** TASK BRIEF **
Without the images, write out the entries word for word.

** Opening ENTRIES SUPPLIED block **

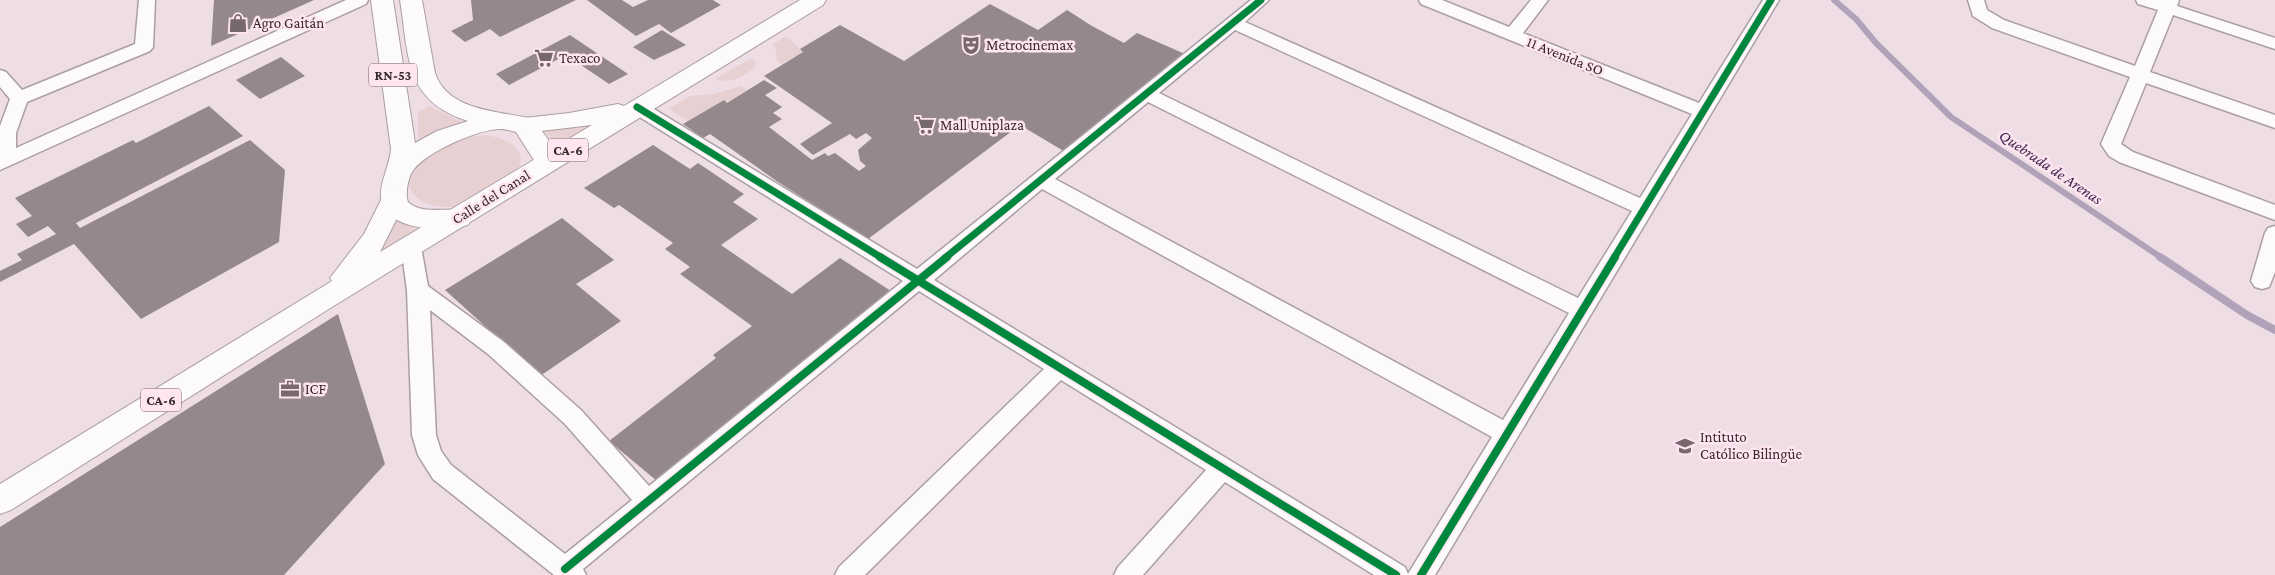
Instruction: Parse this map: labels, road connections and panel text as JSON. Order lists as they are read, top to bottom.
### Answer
{
  "streets": {
    "main road": ["RN-53", "CA-6", "Calle del Canal"],
    "street": ["11 Avenida SO"]
  },
  "crossings": [
    ["CA-6", "Calle del Canal"]
  ],
  "water": ["Quebrada de Arenas"],
  "places": {
    "shop": ["Agro Gaitán"],
    "theatre": ["Metrocinemax"],
    "supermarket": ["Texaco", "Mall Uniplaza"],
    "office": ["ICF"],
    "school or university": ["Intituto Católico Bilingüe"]
  }
}
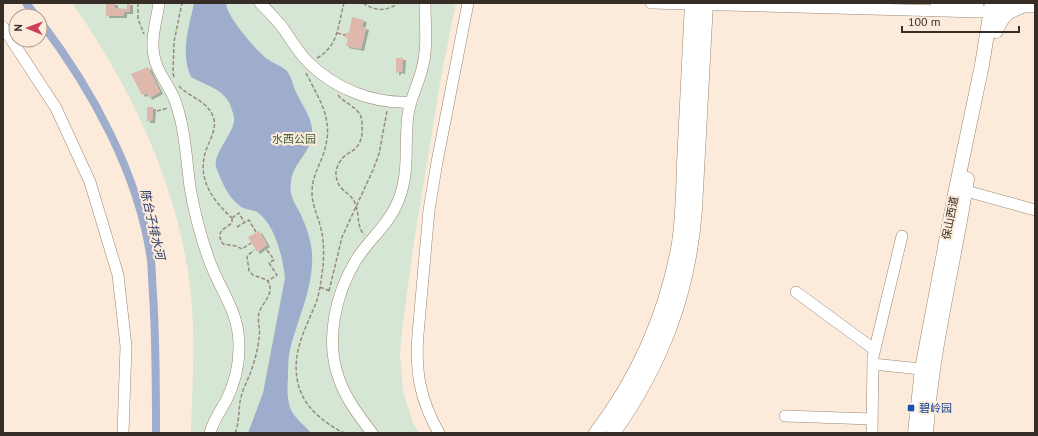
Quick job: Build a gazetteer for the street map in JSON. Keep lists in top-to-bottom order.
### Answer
{
  "streets": {
    "main road": ["保山西道"]
  },
  "water": ["陈台子排水河"],
  "parks": ["水西公园"],
  "places": {
    "transit": ["碧岭园"]
  },
  "scale_bar": "100 m",
  "north": "left"
}
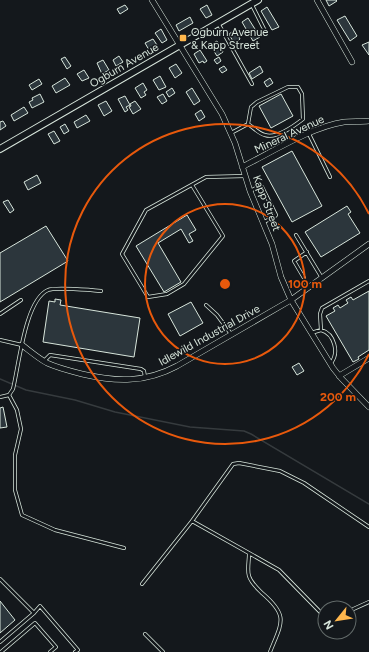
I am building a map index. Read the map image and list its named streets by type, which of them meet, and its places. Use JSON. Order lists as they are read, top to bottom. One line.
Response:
{"streets":{"street":["Ogburn Avenue","Mineral Avenue","Kapp Street","Idlewild Industrial Drive"]},"crossings":[["Ogburn Avenue","Kapp Street"],["Mineral Avenue","Kapp Street"],["Kapp Street","Idlewild Industrial Drive"]],"places":{"transit":["Ogburn Avenue & Kapp Street"]},"north":"bottom left","rings":["100 m","200 m"]}
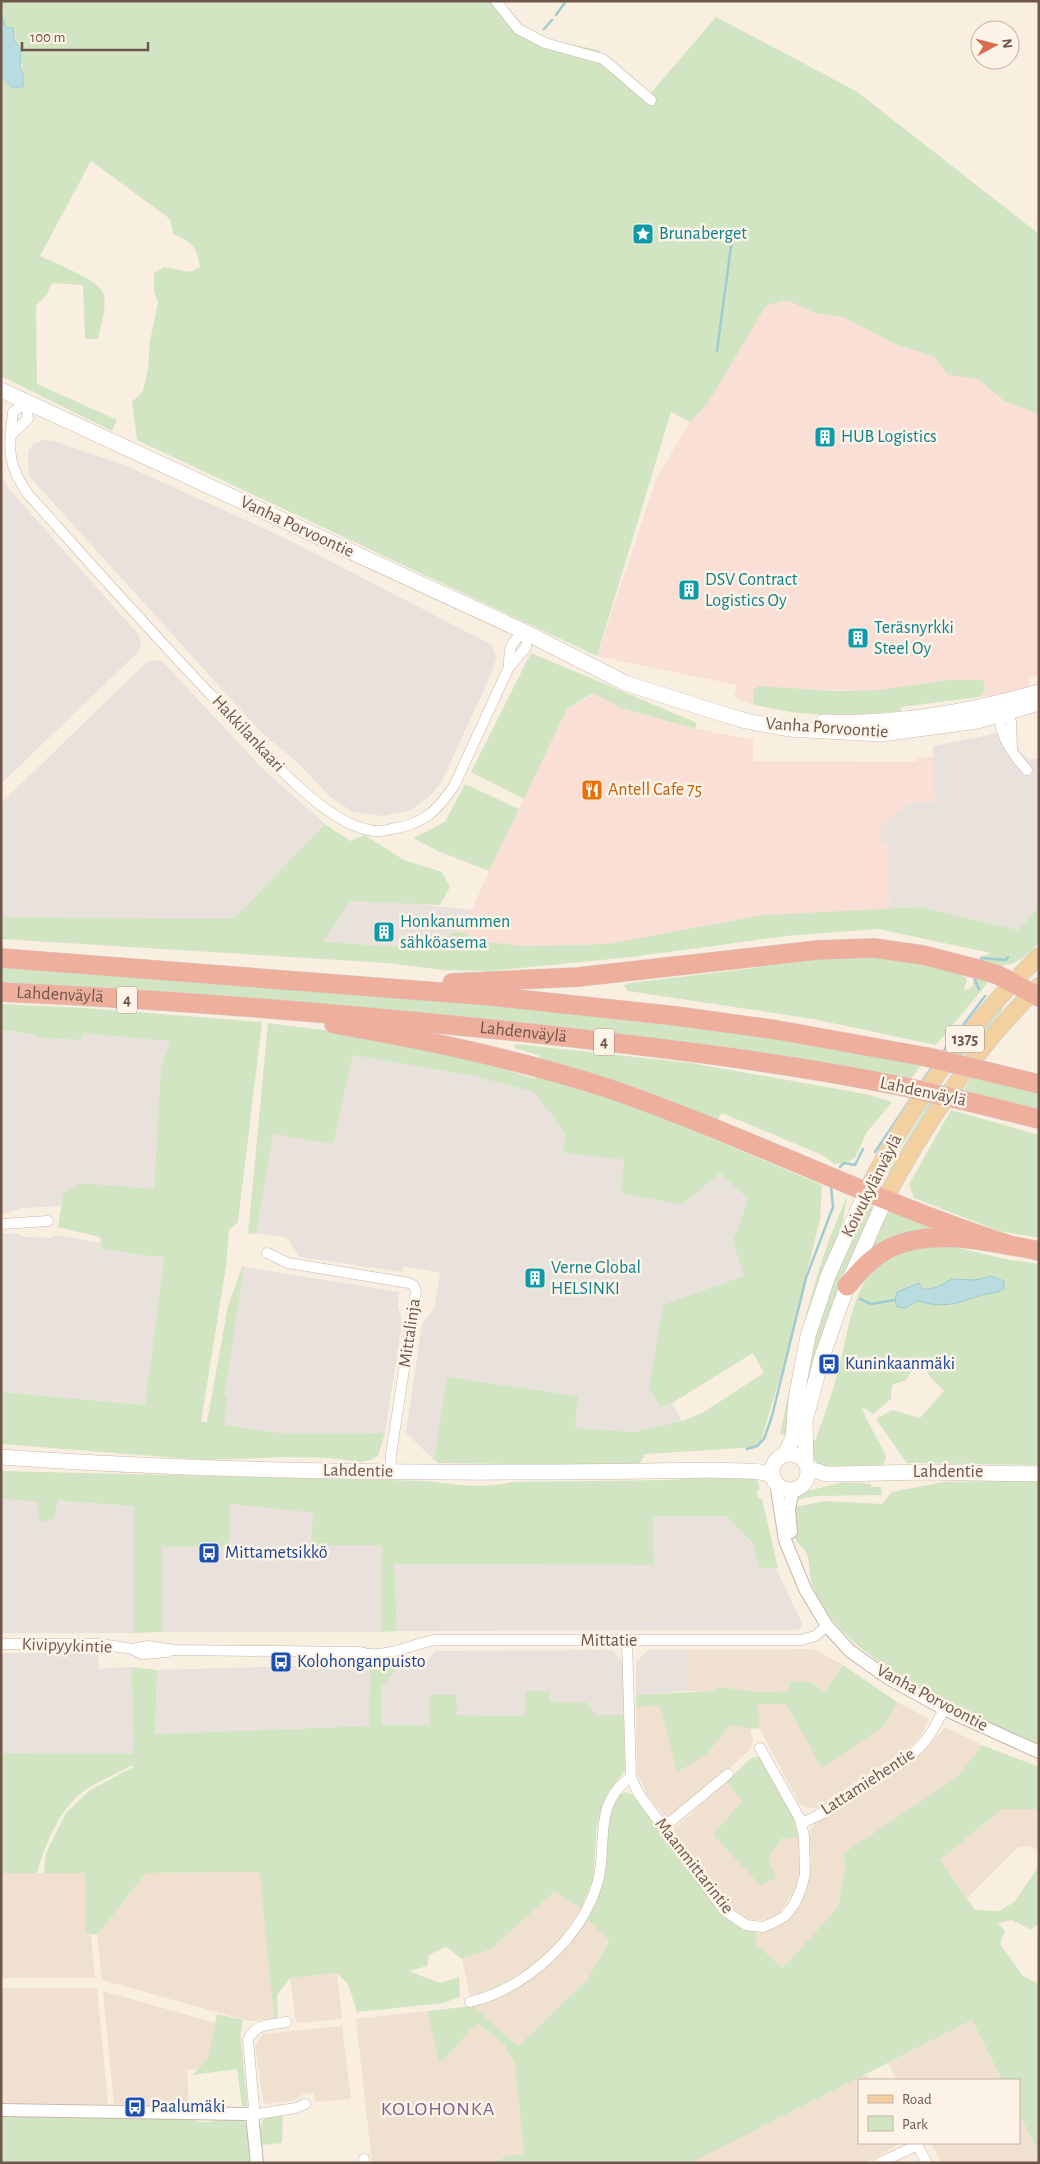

** Closing ENTRIES SUPPLIED block **

** WORKED SOLUTION **
Instruction: Parse this map: labels, road connections and panel text as JSON. Order lists as they are read, top to bottom.
### Answer
{
  "streets": {
    "main road": ["RN-53", "CA-6", "Calle del Canal"],
    "street": ["11 Avenida SO"]
  },
  "crossings": [
    ["CA-6", "Calle del Canal"]
  ],
  "water": ["Quebrada de Arenas"],
  "places": {
    "shop": ["Agro Gaitán"],
    "theatre": ["Metrocinemax"],
    "supermarket": ["Texaco", "Mall Uniplaza"],
    "office": ["ICF"],
    "school or university": ["Intituto Católico Bilingüe"]
  }
}
Quick job: Build a gazetteer for the street map in JSON. Keep lists in top-to-bottom order.
### Answer
{
  "streets": {
    "main road": ["保山西道"]
  },
  "water": ["陈台子排水河"],
  "parks": ["水西公园"],
  "places": {
    "transit": ["碧岭园"]
  },
  "scale_bar": "100 m",
  "north": "left"
}
I am building a map index. Read the map image and list its named streets by type, which of them meet, and its places. Use JSON. Order lists as they are read, top to bottom. One line.
Response:
{"streets":{"street":["Ogburn Avenue","Mineral Avenue","Kapp Street","Idlewild Industrial Drive"]},"crossings":[["Ogburn Avenue","Kapp Street"],["Mineral Avenue","Kapp Street"],["Kapp Street","Idlewild Industrial Drive"]],"places":{"transit":["Ogburn Avenue & Kapp Street"]},"north":"bottom left","rings":["100 m","200 m"]}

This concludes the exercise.